The UN Human Settlements Programme (UN-HABITAT) estimates some 375,000 people (75,000 households) need housing across the south, 36 months after the worst natural disaster to strike the Southeast Asian nation.
"Yes, there has been progress, but there is no denying we need to do more," Chris Bleers, country director for the Norwegian Refugee Council (NRC), added. The council has assisted in the construction and strengthening of more than 6,000 shelters in Myanmar's badly affected Labutta Township.
A recent survey by the UN International Strategy for Disaster Reduction (ISDR) reported that at least 62 percent of households in the delta still live in shelters that are not disaster resistant.
Massive needs
According to the government, more than 750,000 homes were badly affected by Nargis, which swept across the low-lying delta and parts of Yangon Division on 2 and 3 May 2008, killing more than 138,000 people, destroying 360,246 homes and damaging another 390,053.
But despite the enormity of the disaster, shelter was never given the priority it deserved from donors, say aid workers.
"The response of the international community was definitely not commensurate with the scale of the need," Bleers said.
"I don't know why more people have not stepped up. It simply doesn't make sense," said Olive Orate, project coordinator for the delta with the Adventist Development and Relief Agency (ADRA), one of just four agencies still working on shelter in the delta. It will likely wrap up operations by end-2011.
Photo: Contributor/IRIN
75,000 households have received no assitance
To date, ADRA has constructed 240 shelters in Labutta and would like to do more, but lack of financial resources is preventing it from doing so.
"Of course we want to do more. We simply can't," Orate said, noting the government had allocated two sites of land about 3km inland in Labutta where more than 1,000 units could be constructed, but did not have the resources to do so.
"There are still a lot of people along the shoreline who are living in almost temporary shelters," Orate said.
Slow response
Under the Post Nargis Recovery Plan (PONREPP), of the US$173.6 million recommended for shelter recovery, just $30 million has been received, making it the least funded sector of all.
As a result, mainly female-headed households, households of elderly people without family support, as well as the disabled have been prioritized for assistance.

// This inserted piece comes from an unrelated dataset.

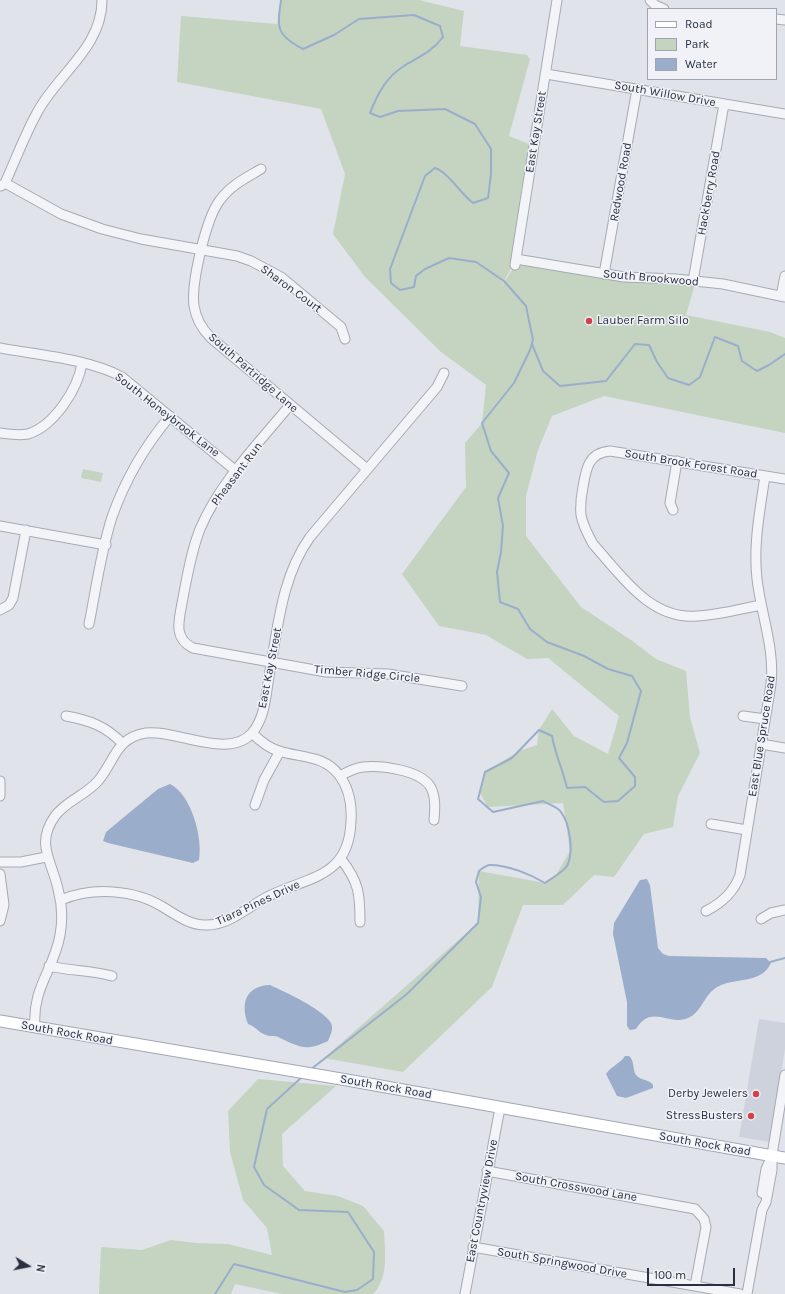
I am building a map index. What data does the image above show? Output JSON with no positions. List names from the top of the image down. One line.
{"streets":{"main road":["South Rock Road"],"street":["South Willow Drive","East Kay Street","Redwood Road","Hackberry Road","South Brookwood","Sharon Court","South Partridge Lane","South Honeybrook Lane","South Brook Forest Road","Pheasant Run","Timber Ridge Circle","East Blue Spruce Road","Tiara Pines Drive","South Crosswood Lane","East Countryview Drive","South Springwood Drive"]},"crossings":[["South Willow Drive","East Kay Street"],["South Willow Drive","Redwood Road"],["South Willow Drive","Hackberry Road"],["East Kay Street","South Brookwood"],["East Kay Street","South Partridge Lane"],["East Kay Street","Timber Ridge Circle"],["East Kay Street","Tiara Pines Drive"],["Redwood Road","South Brookwood"],["Hackberry Road","South Brookwood"],["Sharon Court","South Partridge Lane"],["South Partridge Lane","Pheasant Run"],["South Honeybrook Lane","Pheasant Run"],["South Brook Forest Road","East Blue Spruce Road"],["Pheasant Run","Timber Ridge Circle"],["South Rock Road","East Countryview Drive"],["South Crosswood Lane","East Countryview Drive"],["South Crosswood Lane","South Springwood Drive"],["East Countryview Drive","South Springwood Drive"]],"places":["Lauber Farm Silo","Derby Jewelers","StressBusters"],"legend":["Road","Park","Water"],"scale_bar":"100 m","north":"right"}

"Those families not falling into these categories are left to rebuild on their own based on the very dubious assumption that they can recover their livelihoods sufficiently to be able to do so," Srinivasa Popuri, UN-HABITAT country programme manager, explained.
In fact, just 175,000 households have received any kind of assistance from the UN, government or NGOs, including 65,000 fully constructed units, with the rest receiving repair assistance in the range of $80 to $120 per family.
According to UN-HABITAT, more funding is needed for the shelter sector, with the minimum cost of a disaster-resilient shelter about $600. A $300 shelter lasts for two monsoon seasons, one costing $600 for seven to nine years and a $1,000 shelter for 10 to 12 years.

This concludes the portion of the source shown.